- Finnish DVD cover of The Dabster
- Finnish: Simpauttaja
- Genre: Comedy Drama
- Based on: The Dabster by Heikki Turunen
- Teleplay by: Matti-Juhani Karila; Veikko Kerttula; Matti-Juhani Karila;
- Directed by: Veikko Kerttula
- Starring: Ahti Kuoppala; Pekka Räty; Esko Hukkanen; Leni Katajakoski; Ahti Jokinen;
- Country of origin: Finland
- Original language: Finnish

Production
- Production locations: Lieksa, North Karelia
- Cinematography: Raimo Väisänen; Kauko Nord;
- Editor: Keijo Virtanen
- Running time: 151 minutes
- Production company: MTV Oy

Original release
- Network: Mainostelevisio
- Release: February 17, 1975

= The Dabster (film) =

1975 Finnish made-for-TV film directed by Veikko Kerttula

The Dabster (Simpauttaja) is a 1975 Finnish made-for-television comedy drama film, directed by Veikko Kerttula, based on the 1973 novel of the same name by Heikki Turunen. The film tells the story of a skilled but mysterious worker who arrives in a rural village in North Karelia and, as a ruthless joker and womanizer, completely changes the village's everyday life.

The film was first shown on television on February 17, 1975, on Mainostelevisio, which also produced the film. Finnkino released the film in DVD format on August 21, 2009.

== Reception ==
Director Veikko Kerttula won the Jussi Award for Best Director for his film.

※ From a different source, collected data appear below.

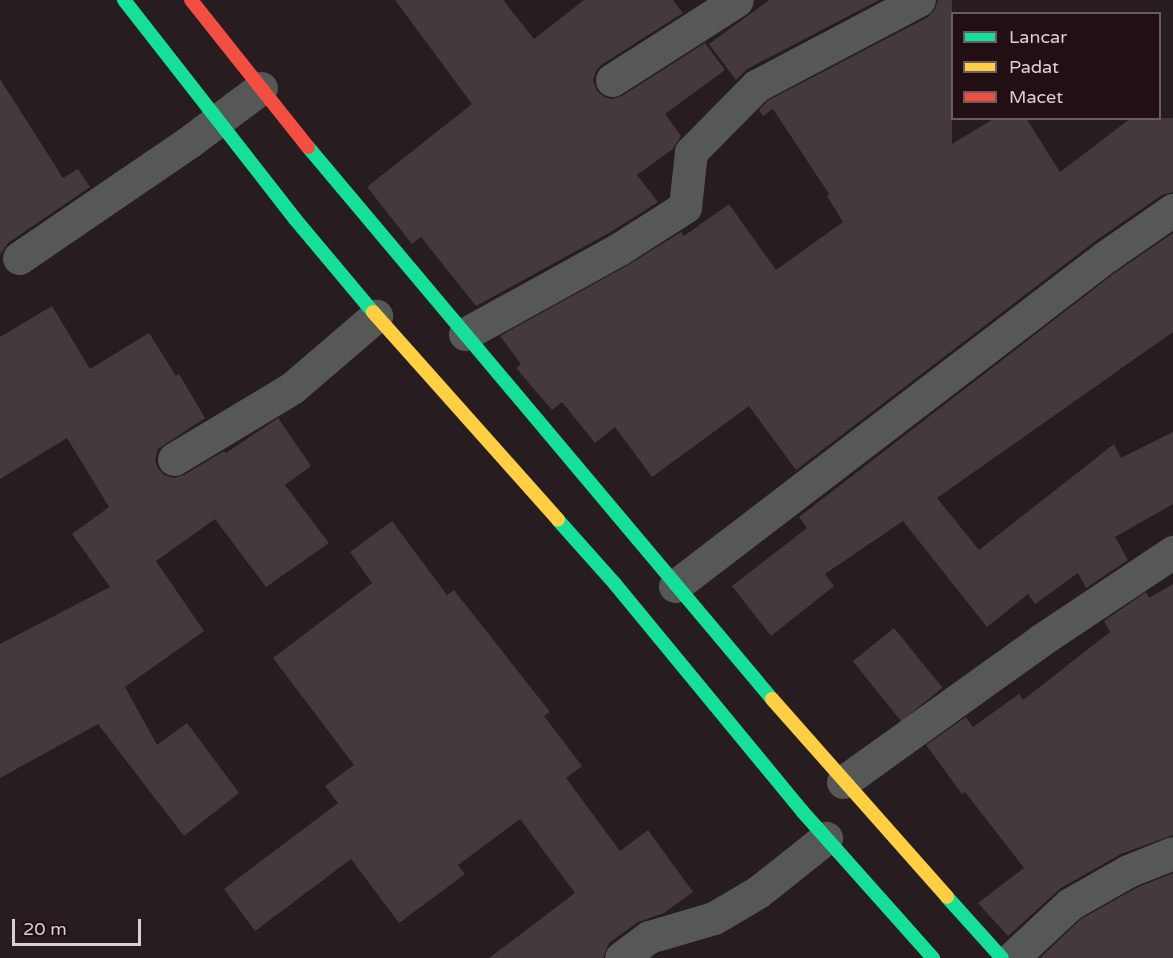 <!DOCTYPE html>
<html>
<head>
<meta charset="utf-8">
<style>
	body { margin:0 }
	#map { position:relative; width:1173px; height:958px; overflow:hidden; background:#271c1f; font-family:"Varela Round",sans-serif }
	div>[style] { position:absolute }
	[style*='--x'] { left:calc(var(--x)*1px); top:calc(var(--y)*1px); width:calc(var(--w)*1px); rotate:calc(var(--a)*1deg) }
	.building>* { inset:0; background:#443a3c; transform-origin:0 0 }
	.street>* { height:33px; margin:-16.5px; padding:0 16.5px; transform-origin:16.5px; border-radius:16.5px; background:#565856 }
	.fast>* { height:14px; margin:-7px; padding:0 7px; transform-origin:7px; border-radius:7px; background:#16e098 }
	.slow>* { height:14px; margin:-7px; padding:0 7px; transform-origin:7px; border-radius:7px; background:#ffcf43 }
	.jam>* { height:14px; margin:-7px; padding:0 7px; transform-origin:7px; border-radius:7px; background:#f24e42 }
	span { translate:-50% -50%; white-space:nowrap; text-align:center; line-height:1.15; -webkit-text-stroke:4.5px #210f13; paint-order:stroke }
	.legend { position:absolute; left:951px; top:12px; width:210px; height:108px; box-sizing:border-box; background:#210f13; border:2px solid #6c5b5f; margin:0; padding:8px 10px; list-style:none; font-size:18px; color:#ddced1 }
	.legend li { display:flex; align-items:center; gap:12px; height:30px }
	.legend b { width:30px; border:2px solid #6c5b5f }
	.scale { position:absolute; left:12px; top:919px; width:129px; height:27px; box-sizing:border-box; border:3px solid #ddced1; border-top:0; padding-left:8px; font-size:18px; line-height:21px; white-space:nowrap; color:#ddced1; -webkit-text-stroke:4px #210f13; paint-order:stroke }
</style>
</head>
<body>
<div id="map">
	<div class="building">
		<div style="clip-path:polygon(395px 0,503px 0,534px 39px,584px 0,673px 0,683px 13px,601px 65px,596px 71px,593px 80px,597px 91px,604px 97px,612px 99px,622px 96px,705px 43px,725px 70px,665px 114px,681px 136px,673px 149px,637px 175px,658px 202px,609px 233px,476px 306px,421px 237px,412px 244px,367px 187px,472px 104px)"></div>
		<div style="clip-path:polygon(769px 0,879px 0,747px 69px,736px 80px,709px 44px)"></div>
		<div style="clip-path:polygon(938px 0,952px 0,952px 144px,995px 118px,1026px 118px,1060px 172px,1131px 118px,1173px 118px,1173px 192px,1162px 195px,1094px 242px,796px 470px,749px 406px,652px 477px,615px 427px,595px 443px,562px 402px,552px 410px,516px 368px,521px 364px,500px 336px,628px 265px,681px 232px,684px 236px,729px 204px,776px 270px,843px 222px,827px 196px,829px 194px,773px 109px,763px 116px,759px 110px,767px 101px,928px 17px,935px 9px)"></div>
		<div style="clip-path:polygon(0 79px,63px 178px,78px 169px,90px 187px,8px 243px,0 255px)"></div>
		<div style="clip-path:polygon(1173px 233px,1173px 332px,937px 498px,979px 550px,1114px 444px,1121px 458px,1173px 432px,1173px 504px,1115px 537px,1128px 560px,1086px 588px,1078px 573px,1035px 604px,1028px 594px,987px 627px,903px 521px,825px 574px,834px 586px,771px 636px,732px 586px,807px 528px,799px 517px,1116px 272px)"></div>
		<div style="clip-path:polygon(52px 306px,90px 369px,149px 333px,176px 376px,179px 374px,205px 418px,158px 449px,155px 460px,158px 468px,164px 475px,174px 478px,184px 475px,224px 451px,226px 453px,278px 418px,311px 466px,285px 485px,329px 543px,266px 587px,215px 519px,156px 561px,204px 631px,125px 687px,157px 745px,187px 723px,239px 793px,184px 836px,98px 724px,0 778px,0 644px,110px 587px,72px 534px,109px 507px,67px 438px,0 479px,0 337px)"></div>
		<div style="clip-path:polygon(392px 521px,447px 595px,454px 590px,550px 712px,544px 716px,582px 766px,566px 778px,620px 851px,648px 830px,693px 892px,664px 913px,638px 922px,609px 943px,603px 958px,489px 958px,575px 893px,520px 819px,458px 865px,465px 874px,399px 923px,351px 859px,255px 931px,224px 889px,338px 803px,325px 786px,354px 765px,273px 658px,372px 583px,350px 552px)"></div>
		<div style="clip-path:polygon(1173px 584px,1173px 835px,1121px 854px,1061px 888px,1008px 936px,978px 903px,1024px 868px,965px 792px,962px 794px,926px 745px,966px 717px,973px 727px,1019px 694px,1023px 700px,1110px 632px,1104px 621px,1146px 592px,1149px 598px)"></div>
		<div style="left:894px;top:628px;width:77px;height:53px;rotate:51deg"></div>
		<div style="clip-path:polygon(1173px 873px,1173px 958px,1040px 958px,1081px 919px,1136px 888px)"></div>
	</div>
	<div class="street">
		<div style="--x:612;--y:80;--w:148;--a:-32.6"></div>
		<div style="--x:19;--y:258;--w:206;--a:-34.3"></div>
		<div style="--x:189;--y:142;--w:90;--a:-36.9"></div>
		<div style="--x:465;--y:334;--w:176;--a:-28.9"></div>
		<div style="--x:619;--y:249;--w:78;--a:-32.5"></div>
		<div style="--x:685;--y:207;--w:55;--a:-83.8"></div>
		<div style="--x:691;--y:152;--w:93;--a:-45.4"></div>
		<div style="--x:756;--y:86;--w:184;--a:-27.8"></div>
		<div style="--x:174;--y:459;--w:138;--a:-31"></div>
		<div style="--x:292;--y:388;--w:111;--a:-40.6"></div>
		<div style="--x:675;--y:586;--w:541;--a:-37.42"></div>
		<div style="--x:1105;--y:257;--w:83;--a:-34.7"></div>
		<div style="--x:843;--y:782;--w:244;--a:-35.6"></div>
		<div style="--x:1041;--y:640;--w:159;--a:-33.7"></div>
		<div style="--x:621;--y:958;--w:35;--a:-37"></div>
		<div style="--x:649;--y:937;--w:68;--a:-16.3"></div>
		<div style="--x:714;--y:918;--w:51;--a:-30.6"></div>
		<div style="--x:758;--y:892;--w:87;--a:-38.5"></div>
		<div style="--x:1012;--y:958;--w:79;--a:-43"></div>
		<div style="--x:1070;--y:904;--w:67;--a:-29.6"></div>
		<div style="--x:1128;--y:871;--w:48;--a:-21.8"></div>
	</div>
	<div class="fast">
		<div style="--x:124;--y:0;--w:278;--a:52"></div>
		<div style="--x:295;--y:219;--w:121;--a:50"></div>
		<div style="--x:308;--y:147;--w:721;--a:49.95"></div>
		<div style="--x:558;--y:520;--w:86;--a:48.3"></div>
		<div style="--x:615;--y:584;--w:294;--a:50.5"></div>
		<div style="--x:802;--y:811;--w:197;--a:48.3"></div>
		<div style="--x:947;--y:897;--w:82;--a:48"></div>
	</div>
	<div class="slow">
		<div style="--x:373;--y:312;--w:278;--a:48.3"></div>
		<div style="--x:772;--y:699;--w:264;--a:48.5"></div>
	</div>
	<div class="jam">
		<div style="--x:191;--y:0;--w:188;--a:51.5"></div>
	</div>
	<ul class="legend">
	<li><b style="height:8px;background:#16e098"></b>Lancar</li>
	<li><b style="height:8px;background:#ffcf43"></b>Padat</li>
	<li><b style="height:8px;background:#f24e42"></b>Macet</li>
	</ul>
	<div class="scale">20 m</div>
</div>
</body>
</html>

Jukka Kajava from Helsingin Sanomat recalled during the television re-run of the film on 1994 New Year's Eve how the bleakness of living conditions and lack of equality, dramatized from Turunen's novel 20 years earlier, were very much in keeping with the spirit of the times. "The remote village mentality of Finnish development areas and the minimal opportunities provided were powerfully and effectively conveyed to the general public." Kajava wrote that the film, despite its minor flaws, is a piece of television quality history.